What needs to be done>
Counting task for the data below: how many lines hold the word "rows"? Answer with the number only.

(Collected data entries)
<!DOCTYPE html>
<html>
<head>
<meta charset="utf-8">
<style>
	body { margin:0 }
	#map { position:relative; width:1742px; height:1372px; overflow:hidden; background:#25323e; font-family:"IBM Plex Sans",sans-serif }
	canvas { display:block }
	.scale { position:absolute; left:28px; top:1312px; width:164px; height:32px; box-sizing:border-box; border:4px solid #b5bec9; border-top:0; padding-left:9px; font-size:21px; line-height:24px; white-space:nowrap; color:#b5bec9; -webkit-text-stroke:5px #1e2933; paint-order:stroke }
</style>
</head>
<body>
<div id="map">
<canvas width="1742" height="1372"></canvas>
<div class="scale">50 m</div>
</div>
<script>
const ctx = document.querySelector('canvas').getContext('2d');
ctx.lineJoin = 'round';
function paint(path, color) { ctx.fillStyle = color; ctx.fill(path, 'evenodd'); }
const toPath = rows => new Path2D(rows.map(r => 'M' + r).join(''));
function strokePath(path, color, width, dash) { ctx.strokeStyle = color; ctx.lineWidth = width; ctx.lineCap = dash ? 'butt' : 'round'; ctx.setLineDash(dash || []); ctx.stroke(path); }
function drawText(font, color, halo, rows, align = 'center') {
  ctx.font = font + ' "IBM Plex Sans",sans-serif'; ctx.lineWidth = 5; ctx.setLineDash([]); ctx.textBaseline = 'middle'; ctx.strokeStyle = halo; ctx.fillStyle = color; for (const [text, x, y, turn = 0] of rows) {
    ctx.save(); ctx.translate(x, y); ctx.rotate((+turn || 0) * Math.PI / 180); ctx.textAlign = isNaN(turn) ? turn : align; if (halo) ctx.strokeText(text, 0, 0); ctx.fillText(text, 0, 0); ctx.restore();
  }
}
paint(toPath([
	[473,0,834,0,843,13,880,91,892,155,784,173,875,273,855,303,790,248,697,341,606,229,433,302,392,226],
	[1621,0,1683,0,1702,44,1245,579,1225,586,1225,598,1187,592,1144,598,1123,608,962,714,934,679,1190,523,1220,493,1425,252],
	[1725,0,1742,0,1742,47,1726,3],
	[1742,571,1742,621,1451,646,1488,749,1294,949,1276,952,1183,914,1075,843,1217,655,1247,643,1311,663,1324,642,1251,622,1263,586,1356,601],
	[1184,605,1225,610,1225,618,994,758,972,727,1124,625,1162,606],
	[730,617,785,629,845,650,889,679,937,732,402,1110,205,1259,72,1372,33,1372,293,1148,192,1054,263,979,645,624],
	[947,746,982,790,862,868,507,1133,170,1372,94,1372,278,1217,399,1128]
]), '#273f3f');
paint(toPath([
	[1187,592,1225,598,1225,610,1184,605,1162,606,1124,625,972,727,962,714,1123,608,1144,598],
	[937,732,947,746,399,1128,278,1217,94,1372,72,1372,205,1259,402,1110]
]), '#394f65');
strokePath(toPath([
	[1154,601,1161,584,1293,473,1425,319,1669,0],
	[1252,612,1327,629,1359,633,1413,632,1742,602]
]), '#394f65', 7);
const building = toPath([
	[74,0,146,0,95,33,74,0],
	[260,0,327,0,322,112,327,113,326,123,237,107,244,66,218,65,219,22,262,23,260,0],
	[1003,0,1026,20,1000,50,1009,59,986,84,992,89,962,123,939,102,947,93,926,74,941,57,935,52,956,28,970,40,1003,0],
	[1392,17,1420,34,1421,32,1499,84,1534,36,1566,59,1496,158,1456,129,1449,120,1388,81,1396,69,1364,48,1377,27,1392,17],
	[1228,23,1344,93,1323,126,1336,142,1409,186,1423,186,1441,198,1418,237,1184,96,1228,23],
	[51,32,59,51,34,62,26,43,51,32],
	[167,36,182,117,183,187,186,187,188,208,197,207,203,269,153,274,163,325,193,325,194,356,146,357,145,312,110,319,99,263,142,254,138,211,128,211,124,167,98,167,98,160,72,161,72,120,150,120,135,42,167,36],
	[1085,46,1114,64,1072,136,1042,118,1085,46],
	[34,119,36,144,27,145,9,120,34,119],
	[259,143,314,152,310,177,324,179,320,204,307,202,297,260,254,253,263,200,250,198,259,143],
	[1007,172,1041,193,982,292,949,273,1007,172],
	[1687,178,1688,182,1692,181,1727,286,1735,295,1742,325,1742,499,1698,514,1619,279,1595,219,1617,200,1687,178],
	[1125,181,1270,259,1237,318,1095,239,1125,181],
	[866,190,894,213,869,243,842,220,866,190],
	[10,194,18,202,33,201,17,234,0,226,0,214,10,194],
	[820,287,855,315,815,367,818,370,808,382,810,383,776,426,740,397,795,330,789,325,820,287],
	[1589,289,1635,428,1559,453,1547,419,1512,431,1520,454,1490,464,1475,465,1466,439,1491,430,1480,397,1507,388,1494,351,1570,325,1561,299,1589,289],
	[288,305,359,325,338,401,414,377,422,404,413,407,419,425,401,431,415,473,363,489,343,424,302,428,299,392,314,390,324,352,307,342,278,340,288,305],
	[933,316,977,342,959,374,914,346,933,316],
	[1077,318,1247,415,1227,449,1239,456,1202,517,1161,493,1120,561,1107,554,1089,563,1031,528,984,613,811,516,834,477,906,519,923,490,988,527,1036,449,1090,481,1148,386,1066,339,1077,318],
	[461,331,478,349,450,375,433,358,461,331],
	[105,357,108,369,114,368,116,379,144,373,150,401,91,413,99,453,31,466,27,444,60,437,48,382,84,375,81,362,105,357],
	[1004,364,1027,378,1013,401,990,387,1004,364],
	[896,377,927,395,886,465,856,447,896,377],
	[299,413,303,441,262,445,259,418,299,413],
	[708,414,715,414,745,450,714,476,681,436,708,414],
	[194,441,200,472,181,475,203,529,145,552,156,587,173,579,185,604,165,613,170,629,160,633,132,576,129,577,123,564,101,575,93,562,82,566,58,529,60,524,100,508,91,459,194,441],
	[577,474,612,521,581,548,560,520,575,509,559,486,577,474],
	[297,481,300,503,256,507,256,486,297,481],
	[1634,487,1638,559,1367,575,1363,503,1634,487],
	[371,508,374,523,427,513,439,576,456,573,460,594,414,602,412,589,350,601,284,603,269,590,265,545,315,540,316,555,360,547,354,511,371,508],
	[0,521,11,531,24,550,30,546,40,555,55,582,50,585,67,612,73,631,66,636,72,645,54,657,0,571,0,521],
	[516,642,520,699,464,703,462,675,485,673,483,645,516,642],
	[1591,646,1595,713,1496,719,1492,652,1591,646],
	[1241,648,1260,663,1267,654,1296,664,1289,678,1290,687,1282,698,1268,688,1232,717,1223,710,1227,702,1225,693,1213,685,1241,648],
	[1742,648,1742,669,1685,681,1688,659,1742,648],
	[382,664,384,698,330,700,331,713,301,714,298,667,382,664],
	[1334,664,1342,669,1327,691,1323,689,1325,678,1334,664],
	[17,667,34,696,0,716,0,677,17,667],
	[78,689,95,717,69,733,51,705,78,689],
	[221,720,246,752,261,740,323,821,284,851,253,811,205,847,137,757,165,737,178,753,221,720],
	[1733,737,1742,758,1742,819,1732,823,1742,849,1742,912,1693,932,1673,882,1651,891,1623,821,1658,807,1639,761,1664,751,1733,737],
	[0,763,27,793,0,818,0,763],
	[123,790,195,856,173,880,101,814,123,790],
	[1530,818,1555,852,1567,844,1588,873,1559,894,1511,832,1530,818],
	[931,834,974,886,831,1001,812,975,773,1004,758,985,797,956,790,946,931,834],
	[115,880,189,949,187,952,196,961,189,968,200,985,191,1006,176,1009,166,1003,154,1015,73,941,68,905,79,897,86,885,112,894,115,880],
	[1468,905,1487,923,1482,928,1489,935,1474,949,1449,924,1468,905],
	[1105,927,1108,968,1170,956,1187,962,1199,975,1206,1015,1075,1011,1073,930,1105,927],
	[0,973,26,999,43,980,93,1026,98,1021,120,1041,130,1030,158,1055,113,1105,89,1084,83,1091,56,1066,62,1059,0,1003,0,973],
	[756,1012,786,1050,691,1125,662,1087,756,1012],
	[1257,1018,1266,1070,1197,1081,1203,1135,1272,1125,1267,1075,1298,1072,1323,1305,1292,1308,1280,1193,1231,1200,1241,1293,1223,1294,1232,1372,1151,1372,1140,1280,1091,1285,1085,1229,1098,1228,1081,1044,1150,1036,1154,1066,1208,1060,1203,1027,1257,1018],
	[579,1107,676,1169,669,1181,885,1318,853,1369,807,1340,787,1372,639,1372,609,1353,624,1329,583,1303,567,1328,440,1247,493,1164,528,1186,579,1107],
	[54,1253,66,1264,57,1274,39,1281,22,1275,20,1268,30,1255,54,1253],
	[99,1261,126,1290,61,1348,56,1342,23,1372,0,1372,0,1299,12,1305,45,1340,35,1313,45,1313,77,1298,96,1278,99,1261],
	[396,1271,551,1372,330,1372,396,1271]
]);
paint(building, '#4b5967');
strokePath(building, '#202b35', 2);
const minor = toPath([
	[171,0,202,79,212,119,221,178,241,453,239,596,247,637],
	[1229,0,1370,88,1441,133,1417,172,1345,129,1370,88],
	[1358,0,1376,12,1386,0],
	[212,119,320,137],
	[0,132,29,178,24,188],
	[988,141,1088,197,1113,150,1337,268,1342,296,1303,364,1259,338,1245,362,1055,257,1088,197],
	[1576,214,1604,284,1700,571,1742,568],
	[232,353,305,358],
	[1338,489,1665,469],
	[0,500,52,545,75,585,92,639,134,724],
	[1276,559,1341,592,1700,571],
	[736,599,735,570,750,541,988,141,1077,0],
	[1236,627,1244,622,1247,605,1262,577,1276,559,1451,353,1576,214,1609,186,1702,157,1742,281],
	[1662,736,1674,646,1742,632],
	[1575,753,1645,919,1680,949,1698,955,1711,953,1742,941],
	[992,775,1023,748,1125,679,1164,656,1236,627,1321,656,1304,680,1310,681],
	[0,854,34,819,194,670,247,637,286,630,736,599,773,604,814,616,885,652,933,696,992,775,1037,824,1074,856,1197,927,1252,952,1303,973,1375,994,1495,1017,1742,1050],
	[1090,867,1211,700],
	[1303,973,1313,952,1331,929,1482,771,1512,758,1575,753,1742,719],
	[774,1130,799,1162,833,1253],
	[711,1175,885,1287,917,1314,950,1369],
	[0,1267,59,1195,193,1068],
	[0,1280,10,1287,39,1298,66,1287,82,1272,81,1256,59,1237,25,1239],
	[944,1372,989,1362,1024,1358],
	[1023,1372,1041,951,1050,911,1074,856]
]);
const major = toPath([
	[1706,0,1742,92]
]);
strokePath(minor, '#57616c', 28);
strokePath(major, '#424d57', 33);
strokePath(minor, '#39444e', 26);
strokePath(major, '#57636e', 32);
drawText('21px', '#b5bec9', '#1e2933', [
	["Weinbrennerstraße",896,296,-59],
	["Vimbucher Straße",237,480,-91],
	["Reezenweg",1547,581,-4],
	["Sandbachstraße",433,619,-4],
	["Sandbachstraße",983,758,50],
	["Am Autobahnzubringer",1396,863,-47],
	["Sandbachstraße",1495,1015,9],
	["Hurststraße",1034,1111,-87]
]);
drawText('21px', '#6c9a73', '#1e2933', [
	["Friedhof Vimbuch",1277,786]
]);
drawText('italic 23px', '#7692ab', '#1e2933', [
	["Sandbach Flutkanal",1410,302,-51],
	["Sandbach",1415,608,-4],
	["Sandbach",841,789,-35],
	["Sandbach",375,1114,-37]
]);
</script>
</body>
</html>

Output>
3